(Required action) Give back only the line containing "Instruction: Summarize the" and every line after it through the end of the data below, transcribed exactly.

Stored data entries
************

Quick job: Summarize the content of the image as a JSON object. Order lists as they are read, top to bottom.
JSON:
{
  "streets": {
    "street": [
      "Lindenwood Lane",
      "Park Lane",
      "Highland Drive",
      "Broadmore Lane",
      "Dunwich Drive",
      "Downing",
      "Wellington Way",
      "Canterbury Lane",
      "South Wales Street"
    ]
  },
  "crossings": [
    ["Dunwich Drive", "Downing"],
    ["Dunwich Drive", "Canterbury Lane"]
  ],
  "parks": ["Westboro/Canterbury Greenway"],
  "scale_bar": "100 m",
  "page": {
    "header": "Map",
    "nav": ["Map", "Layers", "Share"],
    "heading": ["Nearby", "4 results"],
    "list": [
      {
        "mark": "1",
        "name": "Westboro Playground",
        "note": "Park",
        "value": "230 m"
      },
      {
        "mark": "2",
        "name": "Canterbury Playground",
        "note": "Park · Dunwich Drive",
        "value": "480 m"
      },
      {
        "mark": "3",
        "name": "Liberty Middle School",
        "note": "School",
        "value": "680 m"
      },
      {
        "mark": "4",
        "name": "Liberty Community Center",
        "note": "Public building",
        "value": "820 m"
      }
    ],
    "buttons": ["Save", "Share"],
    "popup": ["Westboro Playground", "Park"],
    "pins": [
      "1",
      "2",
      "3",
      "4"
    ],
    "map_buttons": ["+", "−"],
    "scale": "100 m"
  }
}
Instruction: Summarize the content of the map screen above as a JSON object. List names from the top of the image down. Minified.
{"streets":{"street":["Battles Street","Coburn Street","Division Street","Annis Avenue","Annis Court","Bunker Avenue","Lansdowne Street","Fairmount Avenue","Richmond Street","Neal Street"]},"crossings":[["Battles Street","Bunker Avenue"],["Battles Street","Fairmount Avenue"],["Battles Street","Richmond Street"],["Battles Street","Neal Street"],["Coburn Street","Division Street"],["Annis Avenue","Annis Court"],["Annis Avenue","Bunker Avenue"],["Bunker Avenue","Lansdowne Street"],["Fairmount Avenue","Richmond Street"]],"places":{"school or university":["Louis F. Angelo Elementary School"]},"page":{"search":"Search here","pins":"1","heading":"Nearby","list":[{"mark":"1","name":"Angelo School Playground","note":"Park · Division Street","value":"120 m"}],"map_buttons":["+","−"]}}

************

(Solution to this problem)
Instruction: Summarize the content of the map screen above as a JSON object. List names from the top of the image down. Minified.
{"streets":{"street":["Battles Street","Coburn Street","Division Street","Annis Avenue","Annis Court","Bunker Avenue","Lansdowne Street","Fairmount Avenue","Richmond Street","Neal Street"]},"crossings":[["Battles Street","Bunker Avenue"],["Battles Street","Fairmount Avenue"],["Battles Street","Richmond Street"],["Battles Street","Neal Street"],["Coburn Street","Division Street"],["Annis Avenue","Annis Court"],["Annis Avenue","Bunker Avenue"],["Bunker Avenue","Lansdowne Street"],["Fairmount Avenue","Richmond Street"]],"places":{"school or university":["Louis F. Angelo Elementary School"]},"page":{"search":"Search here","pins":"1","heading":"Nearby","list":[{"mark":"1","name":"Angelo School Playground","note":"Park · Division Street","value":"120 m"}],"map_buttons":["+","−"]}}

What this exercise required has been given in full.